[[ SUPPLIED MATERIAL, beginning ]]

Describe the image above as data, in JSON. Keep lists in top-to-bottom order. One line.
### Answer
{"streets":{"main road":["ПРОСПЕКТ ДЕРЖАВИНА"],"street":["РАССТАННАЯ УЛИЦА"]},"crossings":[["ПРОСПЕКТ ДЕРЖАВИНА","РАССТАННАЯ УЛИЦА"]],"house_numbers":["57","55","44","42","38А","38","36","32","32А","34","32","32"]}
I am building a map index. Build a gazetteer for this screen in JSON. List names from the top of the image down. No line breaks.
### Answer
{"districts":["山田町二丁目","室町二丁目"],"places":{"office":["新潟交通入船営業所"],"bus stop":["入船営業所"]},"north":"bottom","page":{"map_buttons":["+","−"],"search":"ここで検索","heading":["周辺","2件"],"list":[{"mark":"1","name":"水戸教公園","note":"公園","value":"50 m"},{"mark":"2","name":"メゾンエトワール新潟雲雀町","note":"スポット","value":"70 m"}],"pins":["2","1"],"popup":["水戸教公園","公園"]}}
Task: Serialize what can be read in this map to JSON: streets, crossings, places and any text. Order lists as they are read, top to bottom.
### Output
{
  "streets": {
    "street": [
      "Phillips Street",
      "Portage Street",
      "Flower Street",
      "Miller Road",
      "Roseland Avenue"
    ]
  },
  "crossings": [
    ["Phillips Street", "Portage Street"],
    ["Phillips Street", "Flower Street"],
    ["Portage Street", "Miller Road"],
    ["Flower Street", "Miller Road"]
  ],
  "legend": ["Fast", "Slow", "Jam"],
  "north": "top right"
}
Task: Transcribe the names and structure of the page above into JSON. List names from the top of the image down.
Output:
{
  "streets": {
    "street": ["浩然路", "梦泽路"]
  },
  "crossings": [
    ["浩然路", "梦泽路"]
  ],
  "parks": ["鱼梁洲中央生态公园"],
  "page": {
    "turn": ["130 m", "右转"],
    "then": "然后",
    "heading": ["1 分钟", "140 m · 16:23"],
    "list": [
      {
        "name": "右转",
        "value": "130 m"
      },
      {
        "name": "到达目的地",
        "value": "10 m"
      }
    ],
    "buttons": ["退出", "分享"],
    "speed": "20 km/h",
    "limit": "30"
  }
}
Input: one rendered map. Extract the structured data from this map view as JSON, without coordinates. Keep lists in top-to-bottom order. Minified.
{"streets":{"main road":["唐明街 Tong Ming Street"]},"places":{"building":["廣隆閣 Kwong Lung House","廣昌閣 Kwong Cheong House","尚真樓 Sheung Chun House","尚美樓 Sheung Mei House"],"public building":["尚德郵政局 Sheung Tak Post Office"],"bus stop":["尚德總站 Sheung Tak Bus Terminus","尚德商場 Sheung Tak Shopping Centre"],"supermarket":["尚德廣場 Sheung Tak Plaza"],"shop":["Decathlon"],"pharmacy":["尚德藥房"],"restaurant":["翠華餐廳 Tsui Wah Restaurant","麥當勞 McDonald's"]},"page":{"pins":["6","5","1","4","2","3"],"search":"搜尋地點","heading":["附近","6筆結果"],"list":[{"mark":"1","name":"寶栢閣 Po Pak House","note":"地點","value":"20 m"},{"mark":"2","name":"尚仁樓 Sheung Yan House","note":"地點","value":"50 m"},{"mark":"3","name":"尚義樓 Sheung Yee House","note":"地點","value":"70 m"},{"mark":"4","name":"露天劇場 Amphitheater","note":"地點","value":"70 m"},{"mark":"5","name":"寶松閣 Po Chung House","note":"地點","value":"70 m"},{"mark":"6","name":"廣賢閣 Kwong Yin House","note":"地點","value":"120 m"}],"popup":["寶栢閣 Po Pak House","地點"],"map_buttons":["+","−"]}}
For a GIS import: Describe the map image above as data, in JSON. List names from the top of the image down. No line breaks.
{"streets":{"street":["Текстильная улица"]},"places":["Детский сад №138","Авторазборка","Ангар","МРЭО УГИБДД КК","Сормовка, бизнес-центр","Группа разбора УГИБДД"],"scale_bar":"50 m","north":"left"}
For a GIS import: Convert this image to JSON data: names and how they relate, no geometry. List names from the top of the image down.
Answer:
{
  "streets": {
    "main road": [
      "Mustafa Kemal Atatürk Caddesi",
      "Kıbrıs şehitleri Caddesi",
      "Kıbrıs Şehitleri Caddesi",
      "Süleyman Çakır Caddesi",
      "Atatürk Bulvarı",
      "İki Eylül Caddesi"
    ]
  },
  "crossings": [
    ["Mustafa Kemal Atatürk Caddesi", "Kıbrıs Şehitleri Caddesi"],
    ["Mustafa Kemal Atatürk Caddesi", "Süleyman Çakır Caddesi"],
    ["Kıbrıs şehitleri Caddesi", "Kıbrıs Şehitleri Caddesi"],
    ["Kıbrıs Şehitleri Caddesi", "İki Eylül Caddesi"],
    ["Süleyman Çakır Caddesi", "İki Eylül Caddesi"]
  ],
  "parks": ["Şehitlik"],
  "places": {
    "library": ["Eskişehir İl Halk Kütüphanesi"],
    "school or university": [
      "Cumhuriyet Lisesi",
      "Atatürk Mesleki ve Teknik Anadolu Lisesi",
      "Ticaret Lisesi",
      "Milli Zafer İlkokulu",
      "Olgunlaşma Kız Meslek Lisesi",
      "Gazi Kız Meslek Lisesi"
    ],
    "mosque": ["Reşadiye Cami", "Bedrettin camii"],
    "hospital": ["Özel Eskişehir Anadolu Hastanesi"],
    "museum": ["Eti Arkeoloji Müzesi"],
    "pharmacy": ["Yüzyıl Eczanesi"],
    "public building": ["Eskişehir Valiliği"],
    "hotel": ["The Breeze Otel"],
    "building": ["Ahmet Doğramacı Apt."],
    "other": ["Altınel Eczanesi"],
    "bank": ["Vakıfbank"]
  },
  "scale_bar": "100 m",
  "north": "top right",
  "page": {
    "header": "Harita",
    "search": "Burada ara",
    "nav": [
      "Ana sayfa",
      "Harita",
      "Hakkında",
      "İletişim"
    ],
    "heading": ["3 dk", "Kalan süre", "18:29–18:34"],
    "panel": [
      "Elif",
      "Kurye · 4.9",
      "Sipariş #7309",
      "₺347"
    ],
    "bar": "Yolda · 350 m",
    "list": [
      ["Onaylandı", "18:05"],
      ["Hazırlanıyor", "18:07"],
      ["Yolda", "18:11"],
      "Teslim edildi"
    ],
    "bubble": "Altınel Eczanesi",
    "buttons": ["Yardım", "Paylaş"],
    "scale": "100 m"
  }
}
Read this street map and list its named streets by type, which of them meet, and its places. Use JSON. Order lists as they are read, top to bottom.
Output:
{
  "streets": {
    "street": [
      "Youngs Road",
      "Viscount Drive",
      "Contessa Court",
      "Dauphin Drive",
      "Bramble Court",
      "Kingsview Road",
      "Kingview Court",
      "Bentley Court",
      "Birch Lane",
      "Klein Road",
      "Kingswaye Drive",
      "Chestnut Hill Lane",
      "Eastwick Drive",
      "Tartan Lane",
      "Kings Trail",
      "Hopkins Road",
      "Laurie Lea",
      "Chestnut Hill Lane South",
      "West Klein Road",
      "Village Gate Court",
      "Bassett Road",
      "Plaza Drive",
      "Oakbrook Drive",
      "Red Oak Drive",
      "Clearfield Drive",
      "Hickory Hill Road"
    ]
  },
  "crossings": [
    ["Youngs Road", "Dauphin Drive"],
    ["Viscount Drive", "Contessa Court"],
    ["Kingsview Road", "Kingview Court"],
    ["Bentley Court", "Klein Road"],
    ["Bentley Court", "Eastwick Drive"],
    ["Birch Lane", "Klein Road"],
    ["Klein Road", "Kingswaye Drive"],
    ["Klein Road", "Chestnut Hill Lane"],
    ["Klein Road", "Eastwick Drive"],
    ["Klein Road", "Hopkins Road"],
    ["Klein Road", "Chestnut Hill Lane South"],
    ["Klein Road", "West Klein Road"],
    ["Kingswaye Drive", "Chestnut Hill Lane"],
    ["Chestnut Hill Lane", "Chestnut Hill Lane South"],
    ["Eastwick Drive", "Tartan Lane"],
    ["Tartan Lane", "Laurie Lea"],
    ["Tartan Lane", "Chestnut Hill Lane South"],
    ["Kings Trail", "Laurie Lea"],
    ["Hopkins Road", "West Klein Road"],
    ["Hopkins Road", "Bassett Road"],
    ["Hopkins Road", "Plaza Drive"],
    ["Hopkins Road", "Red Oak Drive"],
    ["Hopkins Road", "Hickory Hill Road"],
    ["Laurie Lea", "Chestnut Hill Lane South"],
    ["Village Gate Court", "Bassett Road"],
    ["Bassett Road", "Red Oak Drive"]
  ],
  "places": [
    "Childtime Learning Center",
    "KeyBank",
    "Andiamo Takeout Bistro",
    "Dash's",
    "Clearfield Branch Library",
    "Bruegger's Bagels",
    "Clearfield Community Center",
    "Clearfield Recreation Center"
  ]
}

[[ SUPPLIED MATERIAL, end ]]

▸ **EXERCISE GOAL**
Every line above carrying the word "Kingswaye" needs to be shown.

▸ **TASK RESPONSE**
      "Kingswaye Drive",
    ["Klein Road", "Kingswaye Drive"],
    ["Kingswaye Drive", "Chestnut Hill Lane"],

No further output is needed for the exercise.